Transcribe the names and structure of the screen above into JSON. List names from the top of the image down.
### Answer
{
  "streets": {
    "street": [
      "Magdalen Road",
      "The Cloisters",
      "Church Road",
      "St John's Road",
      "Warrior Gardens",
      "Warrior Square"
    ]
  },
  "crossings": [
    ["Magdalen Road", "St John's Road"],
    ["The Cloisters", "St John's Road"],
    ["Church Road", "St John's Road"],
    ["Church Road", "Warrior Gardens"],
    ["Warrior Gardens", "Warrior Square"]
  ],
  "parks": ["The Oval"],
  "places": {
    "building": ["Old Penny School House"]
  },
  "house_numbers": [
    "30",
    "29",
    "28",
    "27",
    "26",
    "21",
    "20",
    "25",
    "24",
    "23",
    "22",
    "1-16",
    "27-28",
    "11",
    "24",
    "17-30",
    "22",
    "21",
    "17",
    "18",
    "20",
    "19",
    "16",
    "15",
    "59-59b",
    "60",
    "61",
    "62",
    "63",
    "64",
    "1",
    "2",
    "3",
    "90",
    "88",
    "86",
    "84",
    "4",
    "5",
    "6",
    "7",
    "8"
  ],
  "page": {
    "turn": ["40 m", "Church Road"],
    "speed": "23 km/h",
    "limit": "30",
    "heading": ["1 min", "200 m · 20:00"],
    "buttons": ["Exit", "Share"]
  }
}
++++++++
EXERCISE DETAILS
Full transcription, please: every entry, exactly as written.

YOUR RESPONSE
Transcribe the names and structure of the screen above into JSON. List names from the top of the image down.
### Answer
{
  "streets": {
    "street": [
      "Magdalen Road",
      "The Cloisters",
      "Church Road",
      "St John's Road",
      "Warrior Gardens",
      "Warrior Square"
    ]
  },
  "crossings": [
    ["Magdalen Road", "St John's Road"],
    ["The Cloisters", "St John's Road"],
    ["Church Road", "St John's Road"],
    ["Church Road", "Warrior Gardens"],
    ["Warrior Gardens", "Warrior Square"]
  ],
  "parks": ["The Oval"],
  "places": {
    "building": ["Old Penny School House"]
  },
  "house_numbers": [
    "30",
    "29",
    "28",
    "27",
    "26",
    "21",
    "20",
    "25",
    "24",
    "23",
    "22",
    "1-16",
    "27-28",
    "11",
    "24",
    "17-30",
    "22",
    "21",
    "17",
    "18",
    "20",
    "19",
    "16",
    "15",
    "59-59b",
    "60",
    "61",
    "62",
    "63",
    "64",
    "1",
    "2",
    "3",
    "90",
    "88",
    "86",
    "84",
    "4",
    "5",
    "6",
    "7",
    "8"
  ],
  "page": {
    "turn": ["40 m", "Church Road"],
    "speed": "23 km/h",
    "limit": "30",
    "heading": ["1 min", "200 m · 20:00"],
    "buttons": ["Exit", "Share"]
  }
}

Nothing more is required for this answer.